REQUIREMENT: Write out only the final part of the records below. It begins with the line that contains "Parse the map" and ends with the last line.

EXTRACTED ENTRIES:
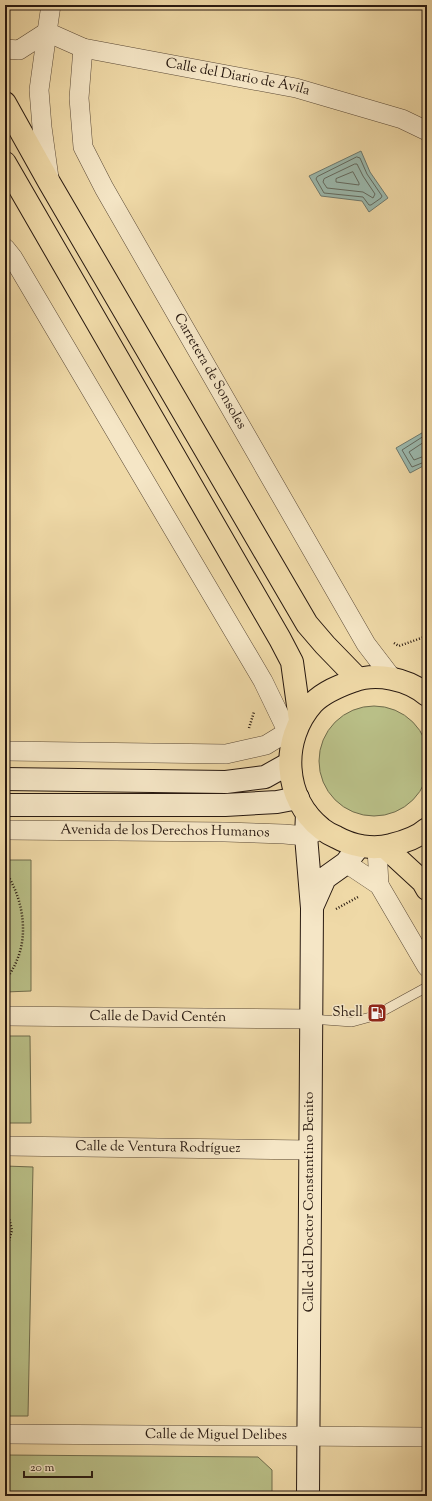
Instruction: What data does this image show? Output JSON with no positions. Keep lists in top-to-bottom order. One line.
{"streets":{"street":["Calle del Diario de Ávila","Carretera de Sonsoles","Avenida de los Derechos Humanos","Calle de David Centén","Calle de Ventura Rodríguez","Calle del Doctor Constantino Benito","Calle de Miguel Delibes"]},"crossings":[["Calle del Diario de Ávila","Carretera de Sonsoles"],["Avenida de los Derechos Humanos","Calle del Doctor Constantino Benito"],["Calle de David Centén","Calle del Doctor Constantino Benito"],["Calle de Ventura Rodríguez","Calle del Doctor Constantino Benito"],["Calle del Doctor Constantino Benito","Calle de Miguel Delibes"]],"places":{"fuel station":["Shell"]},"scale_bar":"20 m"}
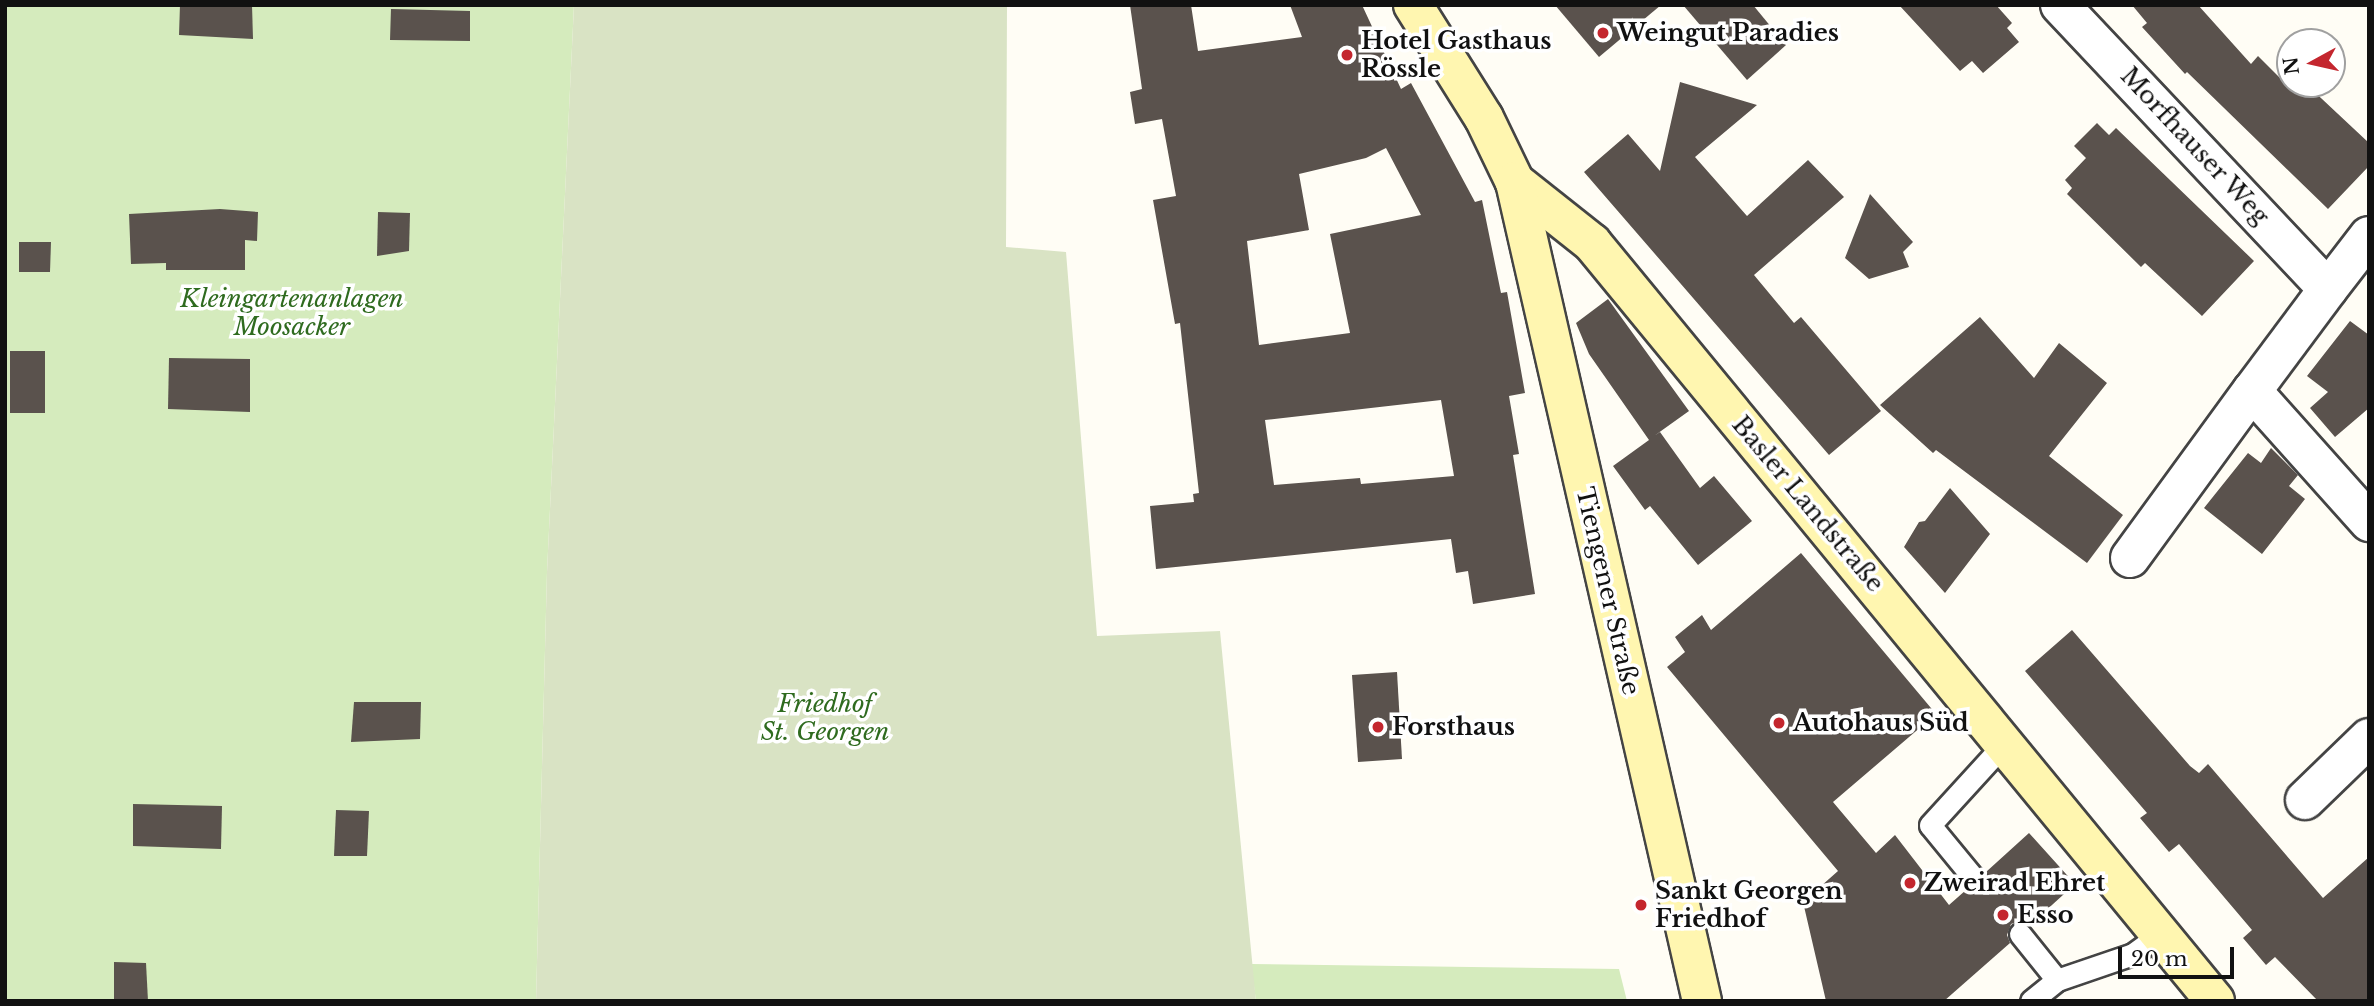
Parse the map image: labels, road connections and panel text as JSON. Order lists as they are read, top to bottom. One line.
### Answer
{"streets":{"street":["Morfhauser Weg","Basler Landstraße","Tiengener Straße"]},"crossings":[["Basler Landstraße","Tiengener Straße"]],"parks":["Kleingartenanlagen Moosacker","Friedhof St. Georgen"],"places":["Weingut Paradies","Hotel Gasthaus Rössle","Autohaus Süd","Forsthaus","Zweirad Ehret","Sankt Georgen Friedhof","Esso"],"scale_bar":"20 m","north":"left"}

RESULT:
Parse the map image: labels, road connections and panel text as JSON. Order lists as they are read, top to bottom. One line.
### Answer
{"streets":{"street":["Morfhauser Weg","Basler Landstraße","Tiengener Straße"]},"crossings":[["Basler Landstraße","Tiengener Straße"]],"parks":["Kleingartenanlagen Moosacker","Friedhof St. Georgen"],"places":["Weingut Paradies","Hotel Gasthaus Rössle","Autohaus Süd","Forsthaus","Zweirad Ehret","Sankt Georgen Friedhof","Esso"],"scale_bar":"20 m","north":"left"}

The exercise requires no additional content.